DO COLLORGATE AO DOSSIÊGATE
Achegas para a história da caça aos presidentes

 

Os comentaristas políticos ainda cobram dos senadores uma reação mais afirmativa
à primeira arenga do recém-empossado senador Fernando Collor de Mello,
ex-presidente da República

 

Mas os jornalistas também estão em dívida. A renúncia de Collor foi um episódio político nos seus desdobramentos, mas seu ponto de partida e a sua sustentação devem ser classificados na esfera midiática.  

A entrevista-bomba de "Veja" com o irmão do presidente deflagrou o processo. A matéria de capa "Pedro Collor conta tudo" (edição 1236, de 27/5/1992) passou ao largo de qualquer procedimento investigativo e de todos os cuidados jornalísticos. Ligou-se o gravador, transcreveu-se o que o desmiolado afirmou e a matéria foi para a impressão praticamente sem qualquer suporte editorial ou reporterístico.  

Por sorte, o desmiolado tinha razão. E se não tivesse? E se suas denúncias fossem fabricadas pelo delírio, Veja pediria desculpas ao presidente da República na edição seguinte?  

Novo esporte 

Em Brasília conheciam-se algumas patranhas de Collor & PC Farias, mas não havia provas. Nem o irmão denunciante preocupou-se em apresentá-las. Todos contavam com o efeito da bola de neve. E a bola de neve, como tantas vezes acontece nos cassinos, parou no lugar certo. 

Veja naquela época circulava aos domingos. Já no dia seguinte, segunda-feira, sem qualquer fato novo, contando apenas com a velocidade inercial da revelação, a Folha de S. Paulo colocava o selo "Collorgate" no alto da página da cobertura. Em 24 horas transformava a denúncia de um suposto escândalo num escândalo consumado.  

Nos dias subseqüentes e durante todo o mês de junho daquele ano a imprensa apenas "repercutiu", bateu os tambores – alguns mais afoitos, delirantes, outros mais reservados e desajeitados.  

Então apareceu a primeira peça efetivamente investigada: a IstoÉ não se importou com a primazia da concorrente e descobriu o motorista Eriberto França, o Fiat Elba e as remessas de dinheiro do caixa 2 para as contas do Chefe da Nação.  

A matéria foi publicada em 1º/7/1992. Collor ferrou-se naquele momento. 

Os aspectos jurídicos ficam para os juristas, as questões políticas em algum momento virão à tona, mas a imprensa brasileira (jornais e revistas) tem uma dívida com os cidadãos-leitores.
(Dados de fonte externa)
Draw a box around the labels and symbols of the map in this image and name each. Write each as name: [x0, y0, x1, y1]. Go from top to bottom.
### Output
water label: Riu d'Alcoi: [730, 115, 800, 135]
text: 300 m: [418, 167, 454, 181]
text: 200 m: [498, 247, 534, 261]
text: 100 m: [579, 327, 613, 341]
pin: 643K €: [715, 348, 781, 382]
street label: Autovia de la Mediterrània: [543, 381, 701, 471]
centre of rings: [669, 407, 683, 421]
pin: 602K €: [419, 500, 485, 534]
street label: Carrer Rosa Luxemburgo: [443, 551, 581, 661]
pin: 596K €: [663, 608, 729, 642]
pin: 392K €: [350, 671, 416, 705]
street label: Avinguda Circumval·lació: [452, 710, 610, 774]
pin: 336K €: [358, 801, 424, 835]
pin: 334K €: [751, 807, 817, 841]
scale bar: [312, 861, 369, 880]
Está obrigada a esmiuçar o episódio, verificar responsabilidades, irresponsabilidades. Como exercício retrospectivo e treinamento prospectivo. 

Uma coisa é certa: a facilidade com que a imprensa caçou o "caçador de marajás" e obrigou-o a renunciar, fabricou um novo esporte ou modismo: a caça aos presidentes. Este observador (então residente em Lisboa e colaborador do mensário Imprensa com a rubrica "Circo da Notícia") escreveu na época que o jornalismo brasileiro, ao contrário do que se recomenda às sentinelas, primeiro atirava e depois perguntava "quem vem lá?". 

Culpa no cartório 

Itamar Franco, Fernando Henrique Cardoso e o próprio Lula (como candidato e como presidente) foram vítimas com diferentes intensidades desta alucinada "caça ao presidente". Repórter só se considerava investigativo se conseguisse derrubar alguém muito importante. E começava atirando para cima. 

Daí ao "jornalismo fiteiro", aos vídeos produzidos por arapongas profissionais e aos pré-fabricados "dossiês secretos" foi um passo. O Dossiêgate ou Dossiê Vedoin talvez seja o último da série. Explica-se: foi uma granada que explodiu nas mãos dos incompetentes granadeiros. 

Collor não foi apenas derrubado pelas denúncias do irmão. Collor caiu porque tinha culpa no cartório. E, evidentemente, não contou com bons conselheiros.

 

Fonte: Observatório da Imprensa, Alberto Dines, 20/3/2007.